> [What to produce]
The result should be every line in the material below containing the string "function".

------------------------------------------------------------

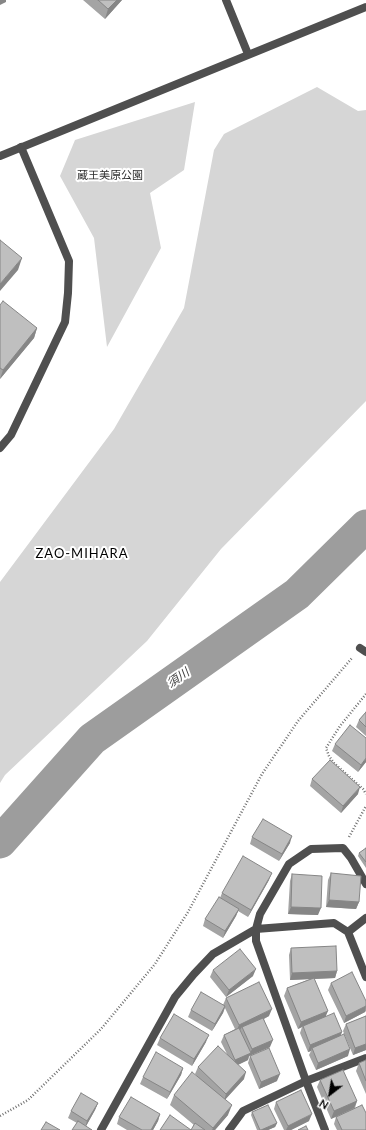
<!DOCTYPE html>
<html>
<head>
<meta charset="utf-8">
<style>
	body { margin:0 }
	#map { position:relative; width:366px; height:1130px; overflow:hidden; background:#fff; font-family:Lato,sans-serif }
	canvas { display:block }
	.north { position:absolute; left:310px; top:1074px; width:40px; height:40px; -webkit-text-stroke:3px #fff; paint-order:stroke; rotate:211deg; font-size:11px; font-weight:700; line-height:16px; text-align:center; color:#000 }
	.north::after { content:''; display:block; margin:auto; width:14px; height:18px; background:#000; clip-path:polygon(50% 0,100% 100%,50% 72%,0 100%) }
</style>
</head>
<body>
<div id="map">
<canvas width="366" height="1130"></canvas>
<div class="north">N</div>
</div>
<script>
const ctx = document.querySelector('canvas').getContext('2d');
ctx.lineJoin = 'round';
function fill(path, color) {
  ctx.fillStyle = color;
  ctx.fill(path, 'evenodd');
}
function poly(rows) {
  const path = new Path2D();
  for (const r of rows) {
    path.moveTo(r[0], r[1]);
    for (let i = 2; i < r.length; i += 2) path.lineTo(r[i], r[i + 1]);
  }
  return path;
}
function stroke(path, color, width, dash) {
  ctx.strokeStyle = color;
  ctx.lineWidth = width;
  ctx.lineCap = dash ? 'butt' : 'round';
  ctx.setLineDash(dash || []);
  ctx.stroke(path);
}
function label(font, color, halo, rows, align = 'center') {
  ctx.font = font + ' Lato,"Noto Sans JP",sans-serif';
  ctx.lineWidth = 4;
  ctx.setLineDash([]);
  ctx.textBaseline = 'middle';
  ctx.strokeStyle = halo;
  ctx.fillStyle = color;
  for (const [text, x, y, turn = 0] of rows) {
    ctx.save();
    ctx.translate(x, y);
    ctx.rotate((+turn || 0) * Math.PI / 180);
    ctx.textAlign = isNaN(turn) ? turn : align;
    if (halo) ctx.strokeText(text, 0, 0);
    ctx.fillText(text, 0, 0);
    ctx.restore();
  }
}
fill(poly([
	[317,87,358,111,366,110,366,401,221,549,147,641,5,775,0,783,0,582,114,429,184,308,214,150,224,134],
	[195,102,184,170,150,193,161,248,107,347,94,238,60,176,75,140]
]), '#d6d6d6');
stroke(poly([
	[0,842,92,739,297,594,366,526]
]), '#9d9d9d', 33);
stroke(poly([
	[366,694,340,726,326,748,329,756,334,763,363,789,366,794],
	[349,837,366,806],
	[0,1116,28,1100,101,1029,155,964,188,912,262,774,298,721,352,658]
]), '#717171', 2.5, [1, 2]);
stroke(poly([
	[360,648,366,652],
	[348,932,366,918],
	[101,1130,175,997,194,974,213,954,256,929,260,914,289,864,311,849,343,848,351,858,366,884],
	[325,1130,306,1081,256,941,256,929,334,923,348,932,366,977]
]), '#4f4f4f', 8);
stroke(poly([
	[226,0,248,54],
	[0,448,11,435,65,322,68,293,69,261,21,147],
	[229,1130,243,1111,306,1081,366,1058]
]), '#4f4f4f', 8);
stroke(poly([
	[0,156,366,7]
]), '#4f4f4f', 8);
fill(poly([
	[83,0,122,0,105,19],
	[0,305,37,328,34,338,0,379],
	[366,712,366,736,356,727,359,720],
	[335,744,366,762,358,772,332,751],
	[312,779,358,794,341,813,310,786],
	[252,837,290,843,279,861,250,844],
	[366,848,366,868,358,856,359,853],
	[331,873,359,902,356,909,326,907,328,880],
	[292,874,318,915,288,914,290,881],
	[269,880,248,917,238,911,236,916,223,938,203,926,205,919,220,898,222,893],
	[291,948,337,971,335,978,314,979,326,1017,342,1032,340,1036,348,1056,316,1070,309,1055,311,1051,308,1052,300,1033,302,1027,298,1029,284,996,287,988,310,979,290,980,289,955],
	[213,970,253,976,226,997,210,977],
	[331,983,366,1001,366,1011,365,1012,344,1023,328,990],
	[226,998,269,1016,264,1019,270,1047,249,1056,248,1060,238,1065,244,1079,225,1099,228,1115,215,1130,160,1130,191,1130,194,1125,170,1105,174,1095,199,1078,195,1074,198,1067,227,1054,221,1042,224,1035,235,1029,225,1008,223,1013,212,1031,188,1017,191,1010,223,1005],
	[366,1016,366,1050,353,1055,343,1031,346,1024],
	[160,1038,206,1042,192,1066,157,1045],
	[250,1056,277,1081,259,1089,248,1063],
	[366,1060,366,1094,356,1071,359,1063],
	[183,1068,181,1075,167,1099,140,1084,143,1077],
	[320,1080,357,1101,355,1108,366,1130,337,1130,334,1124,336,1117,348,1111,331,1119,317,1087],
	[276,1102,309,1121,291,1130,284,1130,274,1109],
	[98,1103,95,1110,86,1126,77,1123,68,1118,71,1111],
	[252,1112,277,1123,275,1127,268,1130,257,1130,251,1115],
	[160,1114,158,1121,153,1130,127,1130,117,1124,119,1117]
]), '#a4a4a4');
fill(poly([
	[0,0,6,0,6,2,0,5],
	[117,0,122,0,105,19,108,9],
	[22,258,18,270,0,291,0,284],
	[37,328,34,338,0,379,3,370],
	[366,758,366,762,358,772,361,765],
	[360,787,358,794,341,813,343,806],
	[292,836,290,843,279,861,282,854],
	[272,873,269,880,248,917,251,910],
	[329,900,359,902,356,909,326,907],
	[291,907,321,908,318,915,288,914],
	[239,909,236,916,223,938,225,931],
	[256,969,253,976,226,997,229,990],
	[337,971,335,978,290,980,292,973],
	[225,1006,223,1013,212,1031,215,1024],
	[366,1006,365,1012,344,1023,346,1016],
	[272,1009,269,1016,243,1029,242,1027,240,1030,236,1032,239,1025],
	[328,1011,325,1018,303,1026,302,1027,298,1029,301,1022],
	[342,1032,339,1039,312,1048,311,1051,308,1052,310,1045],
	[209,1035,206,1042,192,1066,194,1059],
	[273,1040,270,1047,249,1056,248,1060,233,1067,235,1060,250,1053,252,1049],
	[366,1044,366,1050,353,1055,355,1048],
	[350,1049,348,1056,316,1070,318,1063],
	[183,1068,181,1075,167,1099,170,1092],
	[246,1072,244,1079,224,1101,226,1094],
	[280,1074,277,1081,259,1089,261,1082],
	[357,1101,354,1108,331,1119,334,1111],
	[98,1103,95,1110,85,1128,87,1121],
	[232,1105,228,1115,215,1130,212,1130,213,1128],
	[160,1114,158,1121,153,1130,151,1130],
	[312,1114,309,1121,291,1130,286,1130,288,1126],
	[277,1123,275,1127,268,1130,261,1130]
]), '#868686');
const building = poly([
	[98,0,117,0,108,9,98,0],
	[0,240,22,258,0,284,0,240],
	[3,301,37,328,3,370,0,368,0,305,3,301],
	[366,712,366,727,359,720,366,712],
	[350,725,366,738,366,758,361,765,335,744,350,725],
	[330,760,360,787,343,806,312,779,330,760],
	[263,819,292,836,282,854,252,837,263,819],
	[366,848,366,862,359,853,366,848],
	[243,856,272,873,251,910,222,893,243,856],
	[331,873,361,876,359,902,329,900,331,873],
	[292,874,322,876,321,908,291,907,292,874],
	[219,897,239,909,225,931,205,919,219,897],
	[336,946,337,971,292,973,291,948,336,946],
	[240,949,256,969,229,990,213,970,240,949],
	[352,972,366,1001,366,1006,346,1016,331,983,352,972],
	[314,978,328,1011,301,1022,287,988,314,978],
	[259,982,272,1009,239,1025,226,998,259,982],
	[201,992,225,1006,215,1024,191,1010,201,992],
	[334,1013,342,1032,310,1045,303,1026,334,1013],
	[174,1014,209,1035,194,1059,160,1038,174,1014],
	[366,1016,366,1044,355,1048,346,1024,366,1016],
	[263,1018,273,1040,252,1049,242,1027,263,1018],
	[239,1028,251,1053,235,1060,224,1035,239,1028],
	[344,1034,350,1049,318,1063,312,1048,344,1034],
	[218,1046,246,1072,226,1094,198,1067,218,1046],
	[269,1048,280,1074,261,1082,250,1056,269,1048],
	[156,1052,183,1068,170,1092,143,1077,156,1052],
	[366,1060,366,1081,359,1063,366,1060],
	[343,1070,357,1101,334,1111,320,1080,343,1070],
	[192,1072,232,1105,213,1128,174,1095,192,1072],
	[301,1090,312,1114,288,1126,276,1102,301,1090],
	[81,1093,98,1103,87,1121,71,1111,81,1093],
	[131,1097,160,1114,151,1130,142,1130,119,1117,131,1097],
	[268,1105,277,1123,261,1130,260,1130,252,1112,268,1105],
	[362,1105,366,1113,366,1130,342,1130,336,1117,362,1105],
	[170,1115,191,1130,195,1123,205,1130,160,1130,170,1115],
	[78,1121,92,1130,72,1130,78,1121],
	[46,1122,60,1130,41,1130,46,1122],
	[306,1126,308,1130,298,1130,306,1126]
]);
fill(building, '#bfbfbf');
stroke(building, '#868686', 1);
label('11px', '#2d2d2d', '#fff', [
	["蔵王美原公園",110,175]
]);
label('italic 12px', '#3e3e3e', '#fff', [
	["須川",178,678,-35]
]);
ctx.letterSpacing = '1px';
label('13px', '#000', '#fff', [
	["ZAO-MIHARA",82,554]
]);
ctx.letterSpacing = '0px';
</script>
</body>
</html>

------------------------------------------------------------

> [Result]
function fill(path, color) {
function poly(rows) {
function stroke(path, color, width, dash) {
function label(font, color, halo, rows, align = 'center') {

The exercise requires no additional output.